● **Problem description**
Establish how many lines in the material below include the word "limit", then give the count alone.

+---+

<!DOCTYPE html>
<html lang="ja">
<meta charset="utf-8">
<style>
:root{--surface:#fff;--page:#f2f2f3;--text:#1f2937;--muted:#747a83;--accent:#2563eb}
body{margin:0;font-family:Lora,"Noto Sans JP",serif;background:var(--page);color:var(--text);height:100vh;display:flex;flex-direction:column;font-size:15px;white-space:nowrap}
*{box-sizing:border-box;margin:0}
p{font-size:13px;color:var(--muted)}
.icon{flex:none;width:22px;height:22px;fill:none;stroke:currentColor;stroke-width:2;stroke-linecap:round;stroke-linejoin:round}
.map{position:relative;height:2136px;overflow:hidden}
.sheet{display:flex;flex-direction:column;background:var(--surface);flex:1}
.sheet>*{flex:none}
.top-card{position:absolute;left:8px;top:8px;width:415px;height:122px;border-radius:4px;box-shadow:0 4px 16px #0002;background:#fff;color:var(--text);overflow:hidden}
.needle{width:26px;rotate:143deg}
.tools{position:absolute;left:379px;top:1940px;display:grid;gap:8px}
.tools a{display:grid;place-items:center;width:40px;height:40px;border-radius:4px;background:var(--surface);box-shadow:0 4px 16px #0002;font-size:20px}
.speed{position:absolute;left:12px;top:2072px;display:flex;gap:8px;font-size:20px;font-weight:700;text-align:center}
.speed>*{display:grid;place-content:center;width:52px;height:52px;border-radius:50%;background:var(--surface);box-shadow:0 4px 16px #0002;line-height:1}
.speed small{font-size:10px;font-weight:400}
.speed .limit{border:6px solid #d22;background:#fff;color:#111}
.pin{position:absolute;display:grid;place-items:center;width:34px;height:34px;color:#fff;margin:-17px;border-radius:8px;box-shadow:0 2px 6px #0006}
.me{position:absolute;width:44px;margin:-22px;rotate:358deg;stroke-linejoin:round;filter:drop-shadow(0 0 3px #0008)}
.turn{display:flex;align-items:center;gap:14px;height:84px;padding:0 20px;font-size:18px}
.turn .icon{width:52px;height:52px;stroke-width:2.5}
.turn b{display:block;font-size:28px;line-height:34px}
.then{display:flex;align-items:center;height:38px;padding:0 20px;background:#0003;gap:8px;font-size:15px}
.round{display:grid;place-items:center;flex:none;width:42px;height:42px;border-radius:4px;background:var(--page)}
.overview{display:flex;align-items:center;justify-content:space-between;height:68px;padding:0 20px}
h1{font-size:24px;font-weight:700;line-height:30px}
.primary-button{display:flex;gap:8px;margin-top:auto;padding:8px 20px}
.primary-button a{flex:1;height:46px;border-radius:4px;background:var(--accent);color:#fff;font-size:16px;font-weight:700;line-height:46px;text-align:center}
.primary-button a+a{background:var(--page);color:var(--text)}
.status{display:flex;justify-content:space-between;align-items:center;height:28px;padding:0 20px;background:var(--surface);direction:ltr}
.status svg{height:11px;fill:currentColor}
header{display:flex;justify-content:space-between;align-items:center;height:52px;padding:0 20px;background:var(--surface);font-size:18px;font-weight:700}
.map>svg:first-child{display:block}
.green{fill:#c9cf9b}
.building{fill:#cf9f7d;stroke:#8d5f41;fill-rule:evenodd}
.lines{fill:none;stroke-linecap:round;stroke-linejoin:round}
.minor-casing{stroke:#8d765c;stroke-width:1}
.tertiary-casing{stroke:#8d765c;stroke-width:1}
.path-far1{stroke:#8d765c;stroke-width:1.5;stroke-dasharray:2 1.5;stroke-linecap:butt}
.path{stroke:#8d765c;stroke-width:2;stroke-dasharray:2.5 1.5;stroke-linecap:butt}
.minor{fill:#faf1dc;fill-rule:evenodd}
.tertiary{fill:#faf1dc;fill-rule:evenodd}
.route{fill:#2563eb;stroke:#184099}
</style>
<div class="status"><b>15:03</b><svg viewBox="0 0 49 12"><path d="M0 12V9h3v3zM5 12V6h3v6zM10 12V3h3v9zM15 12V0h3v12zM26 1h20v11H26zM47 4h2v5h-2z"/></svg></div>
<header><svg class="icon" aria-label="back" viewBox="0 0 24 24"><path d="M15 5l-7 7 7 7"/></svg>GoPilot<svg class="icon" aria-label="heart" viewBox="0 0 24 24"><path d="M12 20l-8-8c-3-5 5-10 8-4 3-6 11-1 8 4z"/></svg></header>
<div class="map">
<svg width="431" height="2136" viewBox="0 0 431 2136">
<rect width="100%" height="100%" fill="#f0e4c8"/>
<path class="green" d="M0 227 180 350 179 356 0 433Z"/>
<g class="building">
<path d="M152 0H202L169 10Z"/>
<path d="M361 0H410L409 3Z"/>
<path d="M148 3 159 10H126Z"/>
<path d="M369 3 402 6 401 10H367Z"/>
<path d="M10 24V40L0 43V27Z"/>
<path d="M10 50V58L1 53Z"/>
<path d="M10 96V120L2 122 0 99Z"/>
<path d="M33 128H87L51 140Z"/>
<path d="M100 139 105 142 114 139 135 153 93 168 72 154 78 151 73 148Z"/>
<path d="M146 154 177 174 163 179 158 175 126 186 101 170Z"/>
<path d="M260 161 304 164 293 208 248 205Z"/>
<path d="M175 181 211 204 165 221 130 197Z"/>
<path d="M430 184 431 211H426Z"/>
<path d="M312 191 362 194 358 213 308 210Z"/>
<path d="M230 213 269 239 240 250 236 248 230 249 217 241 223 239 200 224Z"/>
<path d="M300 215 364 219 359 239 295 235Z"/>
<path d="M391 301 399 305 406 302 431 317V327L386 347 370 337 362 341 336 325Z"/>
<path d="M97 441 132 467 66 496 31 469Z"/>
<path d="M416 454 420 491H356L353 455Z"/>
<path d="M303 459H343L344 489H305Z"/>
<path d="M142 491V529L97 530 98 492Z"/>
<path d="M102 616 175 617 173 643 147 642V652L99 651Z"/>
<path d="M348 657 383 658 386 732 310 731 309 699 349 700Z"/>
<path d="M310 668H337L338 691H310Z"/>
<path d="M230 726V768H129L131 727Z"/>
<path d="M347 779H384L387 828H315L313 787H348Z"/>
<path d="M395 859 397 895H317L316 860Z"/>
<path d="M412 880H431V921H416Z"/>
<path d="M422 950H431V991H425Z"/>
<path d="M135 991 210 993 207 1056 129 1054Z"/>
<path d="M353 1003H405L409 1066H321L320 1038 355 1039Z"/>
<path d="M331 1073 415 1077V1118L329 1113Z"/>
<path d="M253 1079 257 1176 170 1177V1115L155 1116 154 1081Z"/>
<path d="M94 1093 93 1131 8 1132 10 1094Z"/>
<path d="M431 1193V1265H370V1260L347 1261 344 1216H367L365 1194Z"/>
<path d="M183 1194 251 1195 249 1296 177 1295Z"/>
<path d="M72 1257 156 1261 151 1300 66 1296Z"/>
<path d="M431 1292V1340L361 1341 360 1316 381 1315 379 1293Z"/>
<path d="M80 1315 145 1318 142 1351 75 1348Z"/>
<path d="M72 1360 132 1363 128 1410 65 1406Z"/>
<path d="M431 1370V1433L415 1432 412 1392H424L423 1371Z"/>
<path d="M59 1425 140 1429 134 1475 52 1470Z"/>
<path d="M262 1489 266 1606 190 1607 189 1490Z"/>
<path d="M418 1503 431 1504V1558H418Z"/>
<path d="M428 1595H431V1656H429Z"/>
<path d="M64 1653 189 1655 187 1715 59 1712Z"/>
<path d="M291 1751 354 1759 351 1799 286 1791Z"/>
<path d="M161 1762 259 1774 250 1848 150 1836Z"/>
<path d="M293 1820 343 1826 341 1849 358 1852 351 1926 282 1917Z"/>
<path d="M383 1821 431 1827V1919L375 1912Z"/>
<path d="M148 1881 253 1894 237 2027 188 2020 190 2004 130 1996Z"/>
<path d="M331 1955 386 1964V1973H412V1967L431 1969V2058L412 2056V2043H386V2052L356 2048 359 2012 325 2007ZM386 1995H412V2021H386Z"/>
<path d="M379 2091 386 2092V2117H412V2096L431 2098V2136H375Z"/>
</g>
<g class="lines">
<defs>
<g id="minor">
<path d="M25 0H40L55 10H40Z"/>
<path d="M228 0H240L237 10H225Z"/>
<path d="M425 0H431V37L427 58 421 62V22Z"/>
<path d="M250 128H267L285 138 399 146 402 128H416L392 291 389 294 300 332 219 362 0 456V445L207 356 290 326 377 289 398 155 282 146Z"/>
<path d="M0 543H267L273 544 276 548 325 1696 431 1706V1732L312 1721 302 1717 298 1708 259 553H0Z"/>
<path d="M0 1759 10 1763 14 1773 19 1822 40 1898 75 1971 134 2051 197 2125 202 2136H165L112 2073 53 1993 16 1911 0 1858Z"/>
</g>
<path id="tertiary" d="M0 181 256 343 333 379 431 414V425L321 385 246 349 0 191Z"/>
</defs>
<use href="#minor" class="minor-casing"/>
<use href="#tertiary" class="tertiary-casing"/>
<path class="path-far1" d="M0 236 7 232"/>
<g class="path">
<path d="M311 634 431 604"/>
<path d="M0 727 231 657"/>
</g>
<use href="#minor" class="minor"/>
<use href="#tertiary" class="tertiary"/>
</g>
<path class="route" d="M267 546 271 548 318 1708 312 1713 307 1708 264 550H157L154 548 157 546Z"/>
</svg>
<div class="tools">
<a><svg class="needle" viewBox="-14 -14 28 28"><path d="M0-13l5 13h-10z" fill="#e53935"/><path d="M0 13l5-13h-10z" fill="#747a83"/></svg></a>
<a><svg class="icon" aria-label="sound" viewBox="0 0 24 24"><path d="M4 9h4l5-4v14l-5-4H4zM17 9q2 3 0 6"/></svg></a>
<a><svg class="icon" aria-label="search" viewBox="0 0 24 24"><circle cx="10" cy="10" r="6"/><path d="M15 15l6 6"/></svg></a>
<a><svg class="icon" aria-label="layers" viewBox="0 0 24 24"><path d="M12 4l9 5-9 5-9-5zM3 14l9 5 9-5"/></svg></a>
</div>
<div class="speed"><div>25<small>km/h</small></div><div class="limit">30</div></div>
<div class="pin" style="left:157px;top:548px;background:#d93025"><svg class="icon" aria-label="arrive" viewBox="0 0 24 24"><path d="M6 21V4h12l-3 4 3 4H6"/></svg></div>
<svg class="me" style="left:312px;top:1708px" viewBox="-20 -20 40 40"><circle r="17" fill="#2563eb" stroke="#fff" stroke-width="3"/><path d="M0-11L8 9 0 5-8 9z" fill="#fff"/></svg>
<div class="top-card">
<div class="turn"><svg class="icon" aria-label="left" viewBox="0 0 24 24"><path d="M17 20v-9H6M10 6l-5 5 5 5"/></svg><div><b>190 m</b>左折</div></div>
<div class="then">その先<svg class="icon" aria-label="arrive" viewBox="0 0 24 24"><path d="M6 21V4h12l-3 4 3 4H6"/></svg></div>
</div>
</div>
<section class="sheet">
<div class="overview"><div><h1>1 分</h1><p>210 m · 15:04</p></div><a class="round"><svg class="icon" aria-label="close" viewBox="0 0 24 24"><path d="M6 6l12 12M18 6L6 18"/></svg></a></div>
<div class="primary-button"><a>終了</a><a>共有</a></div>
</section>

+---+

● **Response to the task**
2